Good cause is also lacking to reopen the case management deadline to add new parties by identifying the Doe Defendants. The identities of five Doe Defendants at issue (Leticia Anzalone, Wendy Uhl, Eddie Perez, Winter Prescott, and Andres Rodriguez) became clear from discovery dating back to at least April 4, 2022. See Docket No. 81-1 at 17-18. Nonetheless, Plaintiffs waited almost nine months to file a motion for leave to amend to name these Doe Defendants. See Docket No. 78. Such a lengthy delay is indicative of a lack of diligence. See, e.g., Sako v. Wells Fargo Bank, Nat. Ass'n, No. 14-cv-01034-GPC (JMA), 2015 WL 5022326, at *2 (S.D. Cal. Aug. 24, 2015) (finding lack of diligence in filing motion to amend less than two months after discovering new facts at deposition). Nonetheless, Plaintiffs contend that they were diligent in seeking to name these defendants because they were hoping the case would be resolved at a settlement conference and because they needed to strategize on the claims to bring. See, e.g., Docket No. 80 at 6-7. The undersigned is not persuaded. First, it is established law that engaging in settlement discussions or alternative dispute resolution does not create a post hoc justification for a lack of diligence. Cf. Williams, 2022 WL 4181415, at *5-6 (collecting cases). No meaningful showing has been made here that a hope of settlement excuses a nine-month delay in taking action to name these defendants in the pleadings. Second, no meaningful explanation has been provided as to why months of strategizing were required to name Doe Defendants who were already referenced in the operative pleadings and whom Plaintiffs seek to add to preexisting claims. See, e.g., Docket No. 80 at 15. In short, the undersigned is not persuaded that Plaintiffs met their burden in establishing diligence to amend the pleadings to identify these Doe Defendants. See, e.g., Kalinkin v. Robinson, No. 09-cv-1058-BR, 2010 WL 5158386, at *4-5 (D. Or. Dec. 14, 2010) (denying leave to amend to identify Doe Defendant filed a year after the lawsuit was initiated and after the deadline to amend had expired).

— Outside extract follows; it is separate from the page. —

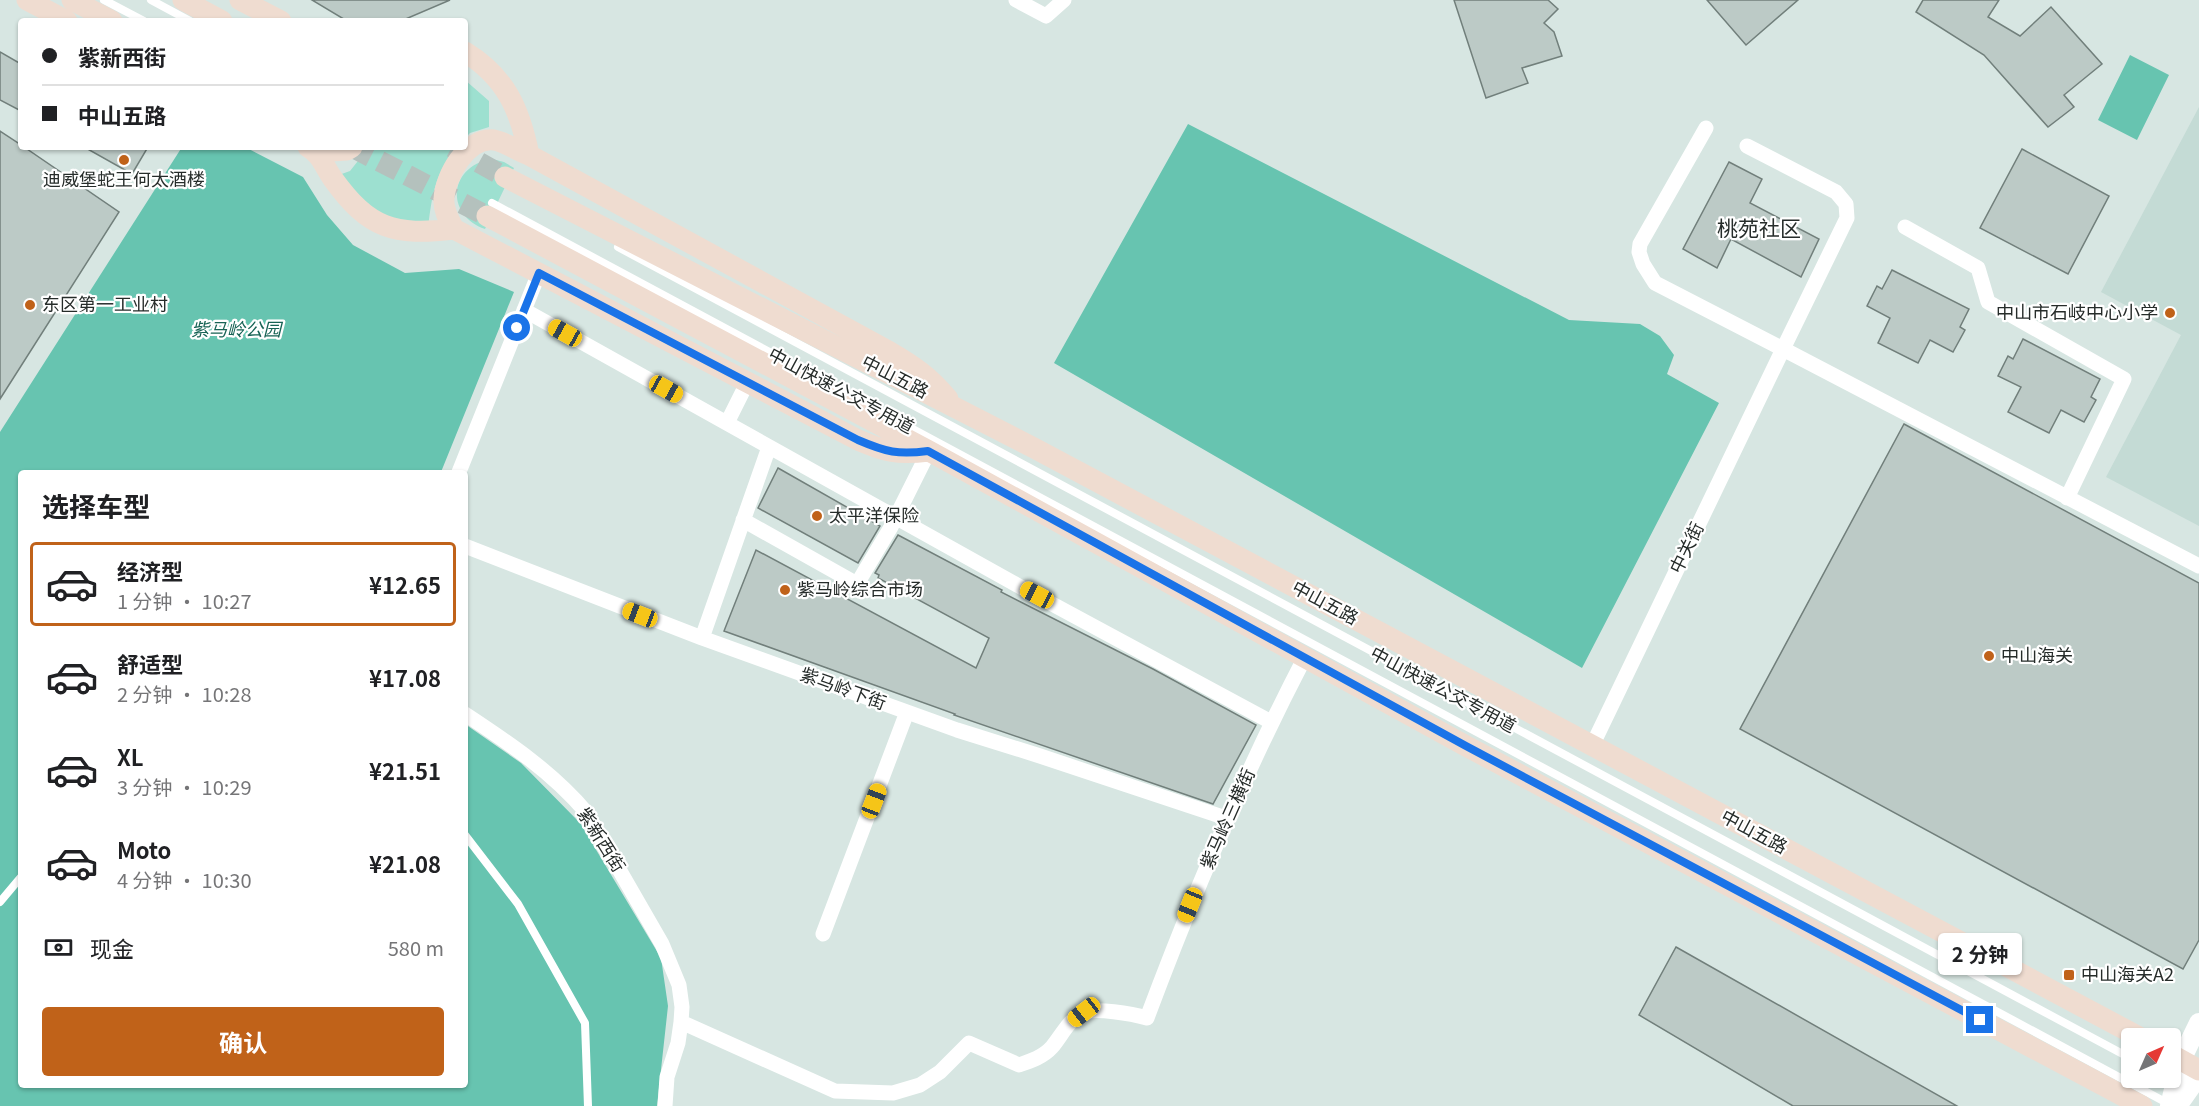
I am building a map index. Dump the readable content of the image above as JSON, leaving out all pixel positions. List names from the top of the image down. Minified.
{"streets":{"main road":["中山五路"],"street":["中关街","紫马岭下街","紫马岭三横街","紫新西街"],"lane":["中山快速公交专用道"]},"crossings":[["中山五路","中关街"],["紫马岭下街","紫马岭三横街"],["紫马岭三横街","紫新西街"]],"districts":["桃苑社区"],"parks":["紫马岭公园"],"places":{"other":["迪威堡蛇王何太酒楼","东区第一工业村","中山市石岐中心小学","太平洋保险","紫马岭综合市场","中山海关"],"transit":["中山海关A2"]},"north":"top right","page":{"banner":["紫新西街","中山五路"],"heading":"选择车型","list":[{"name":"经济型","note":"1 分钟 · 10:27","value":"¥12.65"},{"name":"舒适型","note":"2 分钟 · 10:28","value":"¥17.08"},{"name":"XL","note":"3 分钟 · 10:29","value":"¥21.51"},{"name":"Moto","note":"4 分钟 · 10:30","value":"¥21.08"}],"pay":["现金","580 m"],"bubble":"2 分钟","buttons":"确认"}}
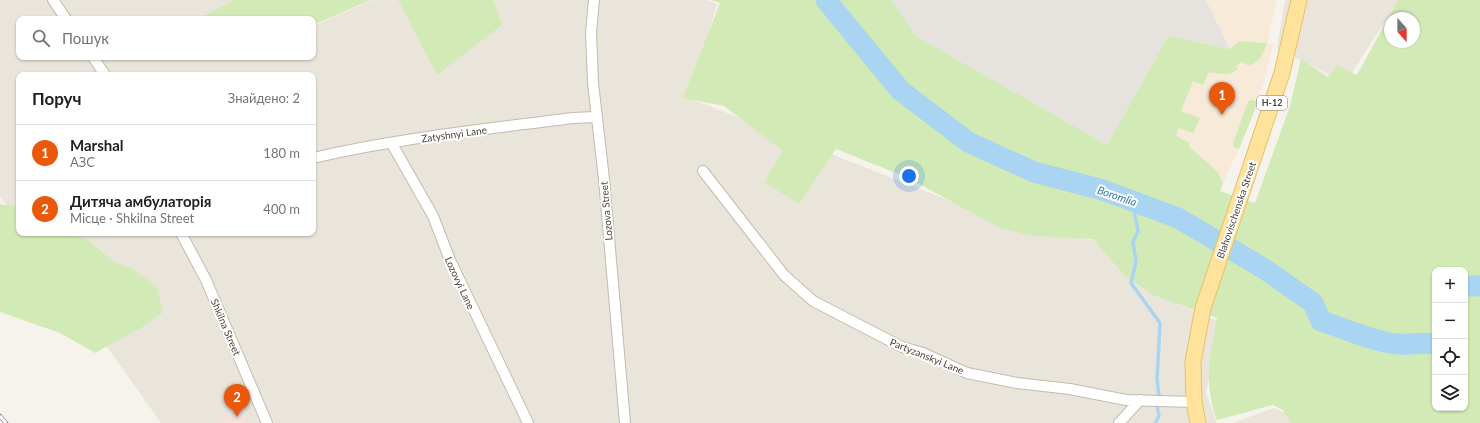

The Court permitted a respite from discovery pending the settlement conference based on, inter alia, the indications that discovery had been diligently pursued, the implication that delaying expert retention would foster the prospects of discovery, and representations that settlement was likely. See Docket No. 71 at 2; Docket No. 73 at 3-4; see also Williams, 2022 WL 4181415, at *6 n.8. The parties did not request, and the Court did not grant, relief from promptly seeking leave to amend or add parties. Indeed, it makes little sense that, inter alia, a plaintiff would proceed to a settlement conference in the hope of fully resolving a case with full knowledge that some defendants were not named in the pleadings and would not appear at the settlement conference. Cf. Docket No. 74 at 2 (requiring all parties to appear at the settlement conference).
In reply, Plaintiffs attempt to fill in the gaps by pointing to various discovery disputes. See Docket No. 82 at 4-5. Regardless of those assertions, however, it remains clear that the identities of these defendants were known months earlier and diligence is lacking.
Good cause is also lacking with respect to Plaintiffs' request to now include Jay McCullough as a defendant. Plaintiffs previously named Defendant Jerald Hedrick in this action. See Docket No. 36. On July 18, 2022, Plaintiffs stipulated to dismiss Hedrick with prejudice as incorrectly named. Docket No. 69. “Specifically, by way of deposition testimony, the Parties have confirmed that Hedrick was mistaken for another Aria employee.” Id. at 2. Already by that date, deposition testimony had pointed to Jay McCullough as the security officer “Jay” who escorted Mr. Henderson to his room. See Docket No. 81 at 21 (deposition testimony from June 6, 2022). The stipulation to dismiss Hedrick did not seek to correctly identify McCullough and, instead, Plaintiffs waited nearly seven months to seek to add Jay McCullough to the case. As with the other proposed new defendants, the vague reference to a need to strategize as to adding him to the case falls well short of showing diligence. See Docket No. 80 at 6-7.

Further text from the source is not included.